Saved entries
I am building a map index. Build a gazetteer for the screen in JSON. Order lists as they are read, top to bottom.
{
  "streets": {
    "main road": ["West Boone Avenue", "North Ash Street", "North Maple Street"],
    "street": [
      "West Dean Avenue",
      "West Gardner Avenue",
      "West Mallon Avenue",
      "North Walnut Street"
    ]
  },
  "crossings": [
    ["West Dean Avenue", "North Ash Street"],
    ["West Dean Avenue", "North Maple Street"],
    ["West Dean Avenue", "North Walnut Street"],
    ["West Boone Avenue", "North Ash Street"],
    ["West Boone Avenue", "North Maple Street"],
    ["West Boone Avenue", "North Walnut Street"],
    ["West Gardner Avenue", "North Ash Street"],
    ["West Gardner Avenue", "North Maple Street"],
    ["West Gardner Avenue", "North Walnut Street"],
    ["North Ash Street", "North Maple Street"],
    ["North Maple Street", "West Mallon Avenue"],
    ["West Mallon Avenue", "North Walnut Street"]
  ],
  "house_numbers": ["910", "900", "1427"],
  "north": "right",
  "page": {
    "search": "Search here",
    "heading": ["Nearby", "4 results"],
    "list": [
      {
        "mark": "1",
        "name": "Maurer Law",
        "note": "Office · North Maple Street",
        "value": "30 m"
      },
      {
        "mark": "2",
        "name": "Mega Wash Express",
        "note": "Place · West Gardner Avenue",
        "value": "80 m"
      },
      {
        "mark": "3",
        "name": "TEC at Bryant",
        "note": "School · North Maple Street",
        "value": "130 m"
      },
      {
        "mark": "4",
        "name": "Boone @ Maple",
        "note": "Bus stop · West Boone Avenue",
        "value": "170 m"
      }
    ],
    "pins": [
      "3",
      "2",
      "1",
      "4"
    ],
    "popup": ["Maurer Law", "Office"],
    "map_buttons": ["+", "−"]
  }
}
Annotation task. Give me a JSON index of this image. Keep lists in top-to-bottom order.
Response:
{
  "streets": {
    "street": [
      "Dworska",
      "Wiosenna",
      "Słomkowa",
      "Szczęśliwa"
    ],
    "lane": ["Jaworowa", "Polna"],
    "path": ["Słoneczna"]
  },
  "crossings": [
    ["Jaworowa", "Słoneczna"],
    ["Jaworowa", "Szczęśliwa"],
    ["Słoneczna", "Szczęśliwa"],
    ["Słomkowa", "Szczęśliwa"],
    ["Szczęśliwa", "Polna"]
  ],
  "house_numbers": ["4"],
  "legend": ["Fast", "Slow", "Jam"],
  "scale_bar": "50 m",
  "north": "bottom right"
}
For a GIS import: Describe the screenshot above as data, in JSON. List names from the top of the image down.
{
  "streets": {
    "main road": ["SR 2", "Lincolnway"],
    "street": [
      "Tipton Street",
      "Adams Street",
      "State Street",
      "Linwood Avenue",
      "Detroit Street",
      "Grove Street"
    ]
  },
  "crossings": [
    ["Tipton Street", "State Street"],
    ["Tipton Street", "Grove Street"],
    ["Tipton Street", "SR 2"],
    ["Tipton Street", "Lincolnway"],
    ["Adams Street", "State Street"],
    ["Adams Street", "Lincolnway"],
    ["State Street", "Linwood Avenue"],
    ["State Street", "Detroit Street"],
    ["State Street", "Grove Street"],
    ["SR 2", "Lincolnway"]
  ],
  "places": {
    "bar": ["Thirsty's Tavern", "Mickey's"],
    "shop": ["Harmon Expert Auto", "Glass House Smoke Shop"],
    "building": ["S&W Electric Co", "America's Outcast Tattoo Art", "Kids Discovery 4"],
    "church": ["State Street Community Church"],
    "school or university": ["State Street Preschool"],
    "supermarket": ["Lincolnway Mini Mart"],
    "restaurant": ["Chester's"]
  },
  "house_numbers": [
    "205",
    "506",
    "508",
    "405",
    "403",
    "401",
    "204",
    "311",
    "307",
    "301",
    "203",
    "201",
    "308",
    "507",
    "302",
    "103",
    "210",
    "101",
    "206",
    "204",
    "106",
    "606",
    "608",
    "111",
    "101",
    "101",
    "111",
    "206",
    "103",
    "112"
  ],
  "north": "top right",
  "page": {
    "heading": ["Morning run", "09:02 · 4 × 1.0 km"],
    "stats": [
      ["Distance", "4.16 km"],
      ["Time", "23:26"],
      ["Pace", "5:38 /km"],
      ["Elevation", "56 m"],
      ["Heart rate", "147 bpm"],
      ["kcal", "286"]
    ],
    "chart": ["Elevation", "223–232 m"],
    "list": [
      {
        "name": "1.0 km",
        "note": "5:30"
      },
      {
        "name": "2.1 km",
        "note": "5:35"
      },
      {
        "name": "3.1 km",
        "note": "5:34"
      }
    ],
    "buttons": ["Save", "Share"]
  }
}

ASSIGNED TASK: Looking at the data above, show all lines where the word "Maple" occurs.

RESPONSE BELOW:
    "main road": ["West Boone Avenue", "North Ash Street", "North Maple Street"],
    ["West Dean Avenue", "North Maple Street"],
    ["West Boone Avenue", "North Maple Street"],
    ["West Gardner Avenue", "North Maple Street"],
    ["North Ash Street", "North Maple Street"],
    ["North Maple Street", "West Mallon Avenue"],
        "note": "Office · North Maple Street",
        "note": "School · North Maple Street",
        "name": "Boone @ Maple",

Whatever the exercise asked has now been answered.